Given the root of a binary tree, return the level order traversal of its nodes’ values. Level order traversal means visiting all nodes at each level from left to right before moving on to the next level.
Table of Contents
Sample Input:
Tree:
3
/ \
9 20
/ \
15 7
Expected Output:
[
[3],
[9, 20],
[15, 7]
]
In this example, the level order traversal of the binary tree will give a 2D vector with nodes’ values grouped by level.
Time and Space Complexity:
The time complexity of the algorithm is O(n), where ‘n’ is the number of nodes in the binary tree. We need to visit each node once to perform the level order traversal. The space complexity is O(w), where ‘w’ is the maximum width of the binary tree (i.e., the maximum number of nodes at any level). In the worst case, the space required to store the nodes at the last level can be at most the width of the tree.
C++ solution:
#include <iostream>
#include <vector>
#include <queue>
// Definition for a binary tree node.
struct TreeNode {
int val;
TreeNode* left;
TreeNode* right;
TreeNode(int x) : val(x), left(nullptr), right(nullptr) {}
};
std::vector<std::vector<int>> levelOrder(TreeNode* root) {
std::vector<std::vector<int>> result;
// Base case: if the root is null, return an empty result
if (root == nullptr) {
return result;
}
// Create a queue to perform level order traversal
std::queue<TreeNode*> nodeQueue;
nodeQueue.push(root);
// Perform level order traversal
while (!nodeQueue.empty()) {
int levelSize = nodeQueue.size();
std::vector<int> currentLevel;
// Process all nodes at the current level
for (int i = 0; i < levelSize; ++i) {
TreeNode* node = nodeQueue.front();
nodeQueue.pop();
currentLevel.push_back(node->val);
// Enqueue the left and right children, if they exist
if (node->left) {
nodeQueue.push(node->left);
}
if (node->right) {
nodeQueue.push(node->right);
}
}
// Add the current level to the result
result.push_back(currentLevel);
}
return result;
}
int main() {
// Construct the binary tree for the sample input
TreeNode* root = new TreeNode(3);
root->left = new TreeNode(9);
root->right = new TreeNode(20);
root->right->left = new TreeNode(15);
root->right->right = new TreeNode(7);
// Perform the level order traversal of the binary tree
std::vector<std::vector<int>> levelOrderResult = levelOrder(root);
// Print the result
std::cout << "Level Order Traversal:" << std::endl;
for (const auto& level : levelOrderResult) {
std::cout << "[";
for (int i = 0; i < level.size(); ++i) {
std::cout << level[i];
if (i < level.size() - 1) {
std::cout << ", ";
}
}
std::cout << "]" << std::endl;
}
// Don't forget to free the allocated memory
// ...
return 0;
}
The levelOrder function performs the level order traversal of the binary tree using a queue. It starts from the root node, and at each level, it processes all nodes at that level by adding them to the currentLevel vector and enqueuing their left and right children, if they exist. It continues this process until the queue becomes empty, and all levels are processed.

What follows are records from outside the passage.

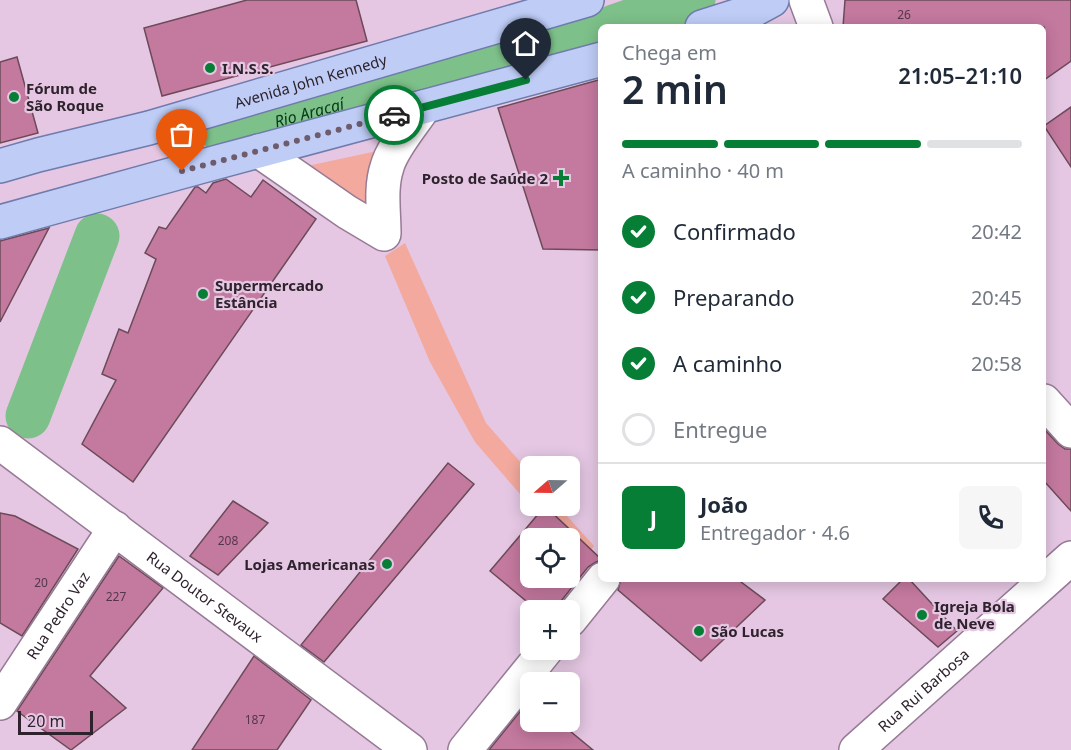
<!DOCTYPE html>
<html lang="pt">
<head>
<meta charset="utf-8">
<style>
  :root { --surface:#fff; --page:#f6f6f7; --text:#1f2937; --muted:#747a83; --line:#e0e1e3; --accent:#077e35 }
  body { margin:0; font-family:"Noto Sans",sans-serif; background:var(--page); color:var(--text); height:100vh; display:flex; flex-direction:column; font-size:22px; white-space:nowrap }
  * { box-sizing:border-box; margin:0 }
  p { font-size:20px; color:var(--muted) }
  .icon { flex:none; width:33px; height:33px; fill:none; stroke:currentColor; stroke-width:2; stroke-linecap:round; stroke-linejoin:round }
  .map { position:relative; flex:1; overflow:hidden }
  .sheet { position:absolute; left:598px; top:24px; width:448px; height:558px; display:flex; flex-direction:column; background:var(--surface); border-radius:9px; box-shadow:0 3px 15px #0003 }
  .sheet>* { flex:none }
  .needle { width:39px; rotate:250deg }
  .controls { position:absolute; left:520px; top:456px; display:grid; gap:12px }
  .controls a { display:grid; place-items:center; width:60px; height:60px; border-radius:9px; background:var(--surface); box-shadow:0 3px 15px #0003; font-size:30px }
  .scale { position:absolute; left:18px; bottom:15px; width:75px; box-sizing:border-box; padding-left:6px; border:3px solid #2e232d; border-top:0; font-size:16px; line-height:21px; white-space:nowrap; color:#2e232d; -webkit-text-stroke:4px #e5c7e3; paint-order:stroke }
  .pin { position:absolute; display:grid; place-items:center; width:51px; height:51px; color:#fff; margin:-62px -26px; border-radius:50% 50% 50% 0; rotate:-45deg; box-shadow:0 0 6px #0007 }
  .pin .icon { rotate:45deg }
  .courier { position:absolute; display:grid; place-items:center; width:60px; height:60px; margin:-30px; border:4px solid #077e35; border-radius:50%; background:#fff; color:#222; box-shadow:0 2px 8px #0007 }
  .head em { font-style:normal; font-weight:600 }
  .head div { display:flex; flex-direction:column-reverse }
  .head { display:flex; align-items:center; justify-content:space-between; height:102px; padding:0 24px }
  h1 { font-size:39px; font-weight:600; line-height:45px }
  .bar { display:grid; grid-template-columns:repeat(4,1fr); gap:9px 6px; align-content:center; height:72px; padding:0 24px }
  .bar i { height:8px; border-radius:4px; background:var(--line) }
  .bar .active { background:var(--accent) }
  .bar p { grid-column:span 4 }
  .line { display:flex; align-items:center; gap:15px; padding:0 24px; border-top:2px solid var(--line) }
  .line div { flex:1 }
  .round { display:grid; place-items:center; flex:none; width:63px; height:63px; border-radius:9px; background:var(--page) }
  ol { padding:0 24px; list-style:none }
  li { display:flex; align-items:center; gap:18px; height:66px }
  li p { margin-inline-start:auto }
  li .icon { padding:6px; border-radius:50%; background:var(--accent); color:#fff; stroke-width:4 }
  li:last-child { color:var(--muted) }
  li i { width:33px; height:33px; border:3px solid var(--line); border-radius:50% }
  .map>svg:first-child { display:block }
  .green { fill:#f3a99e }
  .lines { fill:none; stroke-linecap:round; stroke-linejoin:round }
  .river { stroke:#7dc089; stroke-width:45 }
  .building { fill:#c4799f; stroke:#6b4a59; stroke-width:1.5; fill-rule:evenodd }
  .minor-casing { stroke:#977b95; stroke-width:36 }
  .major-casing { stroke:#6f7bac; stroke-width:36 }
  .minor { stroke:#fff; stroke-width:33 }
  .major { stroke:#beccf6; stroke-width:33 }
  .done { stroke:#6e5c6d; stroke-width:6; stroke-dasharray:0 10.8 }
  .route { stroke:#077e35; stroke-width:8 }
  .poi-dot { fill:#077e35; stroke:#e5c7e3; stroke-width:2 }
  .labels { text-anchor:middle; dominant-baseline:central; stroke-width:4.5; stroke-linejoin:round; paint-order:stroke }
  .number-label { font-size:12px; fill:#54384a }
  .poi-label { font-size:15px; font-weight:bold; fill:#2e232d; stroke:#e5c7e3; text-anchor:start }
  .street-label { font-size:15px; fill:#2e232d; stroke:#e5c7e3 }
  .water-label { font-size:16px; font-style:italic; fill:#073a17; stroke:#e5c7e3 }
</style>
</head>
<body>
<div class="map">
<svg width="1071" height="750" viewBox="0 0 1071 750">
  <rect width="100%" height="100%" fill="#e5c7e3"/>
  <g class="green">
    <path d="M 382,150 L 370,204 L 359,207 L 307,166 Z"/>
    <path d="M 405,243 L 486,423 L 531,474 L 531,506 L 558,506 L 594,546 L 587,556 L 570,538 L 566,538 L 539,516 L 475,442 L 430,362 L 385,256 Z"/>
  </g>
  <g class="lines">
    <g class="river">
      <path d="M 614,27 L 693,0"/>
      <path id="s1" d="M 225,135 L 567,43 L 602,31"/>
      <path d="M 28,416 L 97,236"/>
    </g>
  </g>
  <g class="building">
    <path d="M 247,0 L 356,0 L 367,41 L 162,96 L 144,28 Z"/>
    <path d="M 845,0 L 1071,0 L 1071,61 L 1044,80 L 1044,27 L 843,27 Z"/>
    <path d="M 17,57 L 38,133 L 0,143 L 0,62 Z"/>
    <path d="M 602,79 L 602,250 L 543,249 L 498,108 Z"/>
    <path d="M 1071,107 L 1071,167 L 1044,126 Z"/>
    <path d="M 226,179 L 251,197 L 263,180 L 316,219 L 133,482 L 82,444 L 116,380 L 102,374 L 119,329 L 128,333 L 156,259 L 145,253 L 159,227 L 166,229 L 195,187 L 198,187 L 206,193 L 213,183 Z"/>
    <path d="M 49,228 L 0,322 L 0,241 Z"/>
    <path d="M 1044,429 L 1058,444 L 1065,449 L 1071,449 L 1071,511 L 1044,481 Z"/>
    <path d="M 448,463 L 474,484 L 324,662 L 301,645 Z"/>
    <path d="M 233,501 L 268,523 L 218,575 L 190,556 Z"/>
    <path d="M 545,506 L 602,560 L 596,562 L 588,567 L 554,610 L 537,610 L 490,571 ZM 531,538 L 570,538 L 570,578 L 531,578 Z"/>
    <path d="M 0,513 L 15,516 L 78,549 L 22,636 L 0,623 Z"/>
    <path d="M 119,556 L 163,588 L 90,676 L 126,708 L 71,750 L 17,711 Z"/>
    <path d="M 621,579 L 737,579 L 765,600 L 701,661 L 618,590 Z"/>
    <path d="M 903,579 L 909,579 L 957,631 L 938,647 L 883,599 Z"/>
    <path d="M 254,656 L 311,700 L 277,750 L 192,750 Z"/>
    <path d="M 531,698 L 531,722 L 559,722 L 593,750 L 489,750 Z"/>
  </g>
  <g class="lines">
    <g class="minor-casing">
      <g id="minor">
        <path d="M 806,0 L 816,27"/>
        <path d="M 259,151 L 347,212 L 384,234 C 384,212 380,188 387,167 C 392,148 413,124 424,107"/>
        <path d="M 1044,401 L 1071,431"/>
        <path id="s2" d="M 0,443 L 410,750"/>
        <path d="M 570,620 L 603,579"/>
        <path id="s3" d="M 0,703 L 115,528"/>
        <path d="M 465,750 L 546,650"/>
        <path id="s4" d="M 856,750 L 1071,558"/>
      </g>
    </g>
    <g class="major-casing">
      <g id="major">
        <path d="M 702,27 L 752,11 L 772,0"/>
        <path id="s5" d="M 0,166 L 38,155 L 149,128 L 587,0"/>
        <path d="M 0,222 L 199,167 L 602,59"/>
      </g>
    </g>
    <use href="#minor" class="minor"/>
    <use href="#major" class="major"/>
  </g>
  <g class="lines">
    <path class="done" d="M 182,171 L 394,115"/>
    <path class="route" d="M 394,115 L 526,80"/>
  </g>
  <g class="poi-dot">
    <circle cx="210" cy="68" r="6"/>
    <circle cx="14" cy="97" r="6"/>
    <path d="M558 169h6v6h6v6h-6v6h-6v-6h-6v-6h6z"/>
    <circle cx="203" cy="294" r="6"/>
    <circle cx="387" cy="564" r="6"/>
    <circle cx="922" cy="615" r="6"/>
    <circle cx="699" cy="631" r="6"/>
  </g>
  <g class="labels">
    <g class="number-label">
      <text x="904" y="14">26</text>
      <text x="228" y="540">208</text>
      <text x="41" y="582">20</text>
      <text x="116" y="596">227</text>
      <text x="255" y="719">187</text>
    </g>
    <g class="poi-label">
      <text x="222" y="68">I.N.S.S.</text>
      <text x="26" y="88">Fórum de<tspan x="26" dy="17">São Roque</tspan></text>
      <text x="548" y="178" text-anchor="end">Posto de Saúde 2</text>
      <text x="215" y="285">Supermercado<tspan x="215" dy="17">Estância</tspan></text>
      <text x="375" y="564" text-anchor="end">Lojas Americanas</text>
      <text x="934" y="606">Igreja Bola<tspan x="934" dy="17">de Neve</tspan></text>
      <text x="711" y="631">São Lucas</text>
    </g>
    <g class="street-label">
      <text stroke="none"><textPath href="#s5" startOffset="322">Avenida John Kennedy</textPath></text>
      <text stroke="none"><textPath href="#s2" startOffset="256">Rua Doutor Stevaux</textPath></text>
      <text stroke="none"><textPath href="#s3" startOffset="105">Rua Pedro Vaz</textPath></text>
      <text stroke="none"><textPath href="#s4" startOffset="90">Rua Rui Barbosa</textPath></text>
    </g>
    <g class="water-label">
      <text stroke="none"><textPath href="#s1" startOffset="87">Rio Aracaí</textPath></text>
    </g>
  </g>
</svg>
<div class="controls">
<a><svg class="needle" viewBox="-14 -14 28 28"><path d="M0-13l5 13h-10z" fill="#e53935"/><path d="M0 13l5-13h-10z" fill="#747a83"/></svg></a>
<a><svg class="icon" aria-label="locate" viewBox="0 0 24 24"><circle cx="12" cy="12" r="6"/><path d="M12 2v4M12 18v4M2 12h4M18 12h4"/></svg></a>
<a>+</a>
<a>−</a>
</div>
<div class="scale">20 m</div>
<div class="pin" style="left:182px;top:171px;background:#ea580c"><svg class="icon" aria-label="bag" viewBox="0 0 24 24"><path d="M5 8h14l-1 12H6zM9 8a3 3 0 0 1 6 0"/></svg></div>
<div class="pin" style="left:526px;top:80px;background:#1f2937"><svg class="icon" aria-label="home" viewBox="0 0 24 24"><path d="M3 11l9-7 9 7M6 9v11h12V9"/></svg></div>
<div class="courier" style="left:394px;top:115px"><svg class="icon" aria-label="car" viewBox="0 0 24 24"><path d="M5 17H2v-5l4-1 3-4h7l3 4 3 1v5h-3M9 17h6M6 11h13"/><circle cx="7" cy="17" r="2"/><circle cx="17" cy="17" r="2"/></svg></div>
<section class="sheet">
<div class="head"><div><h1>2 min</h1><p>Chega em</p></div><em>21:05–21:10</em></div>
<div class="bar"><i class="active"></i><i class="active"></i><i class="active"></i><i></i><p>A caminho · 40 m</p></div>
<ol>
<li><svg class="icon" aria-label="check" viewBox="0 0 24 24"><path d="M5 12l5 5 9-10"/></svg>Confirmado<p>20:42</p></li>
<li><svg class="icon" aria-label="check" viewBox="0 0 24 24"><path d="M5 12l5 5 9-10"/></svg>Preparando<p>20:45</p></li>
<li><svg class="icon" aria-label="check" viewBox="0 0 24 24"><path d="M5 12l5 5 9-10"/></svg>A caminho<p>20:58</p></li>
<li><i></i>Entregue</li>
</ol>
<div class="line" style="height:108px"><b class="round" style="background:var(--accent);color:#fff">J</b><div><b>João</b><p>Entregador · 4.6</p></div><a class="round"><svg class="icon" aria-label="phone" viewBox="0 0 24 24"><path d="M5 4h4l2 5-3 2q2 4 5 5l2-3 5 2v4C11 20 4 13 5 4z"/></svg></a></div>
</section>
</div>
</body>
</html>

In the given example, the function will correctly perform the level order traversal of the binary tree, and the output will be as follows:
Level Order Traversal:
[3]
[9, 20]
[15, 7]
The time complexity is O(n) as we need to visit each node once, and the space complexity is O(w) due to the maximum width of the binary tree, where ‘w’ is the maximum number of nodes at any level.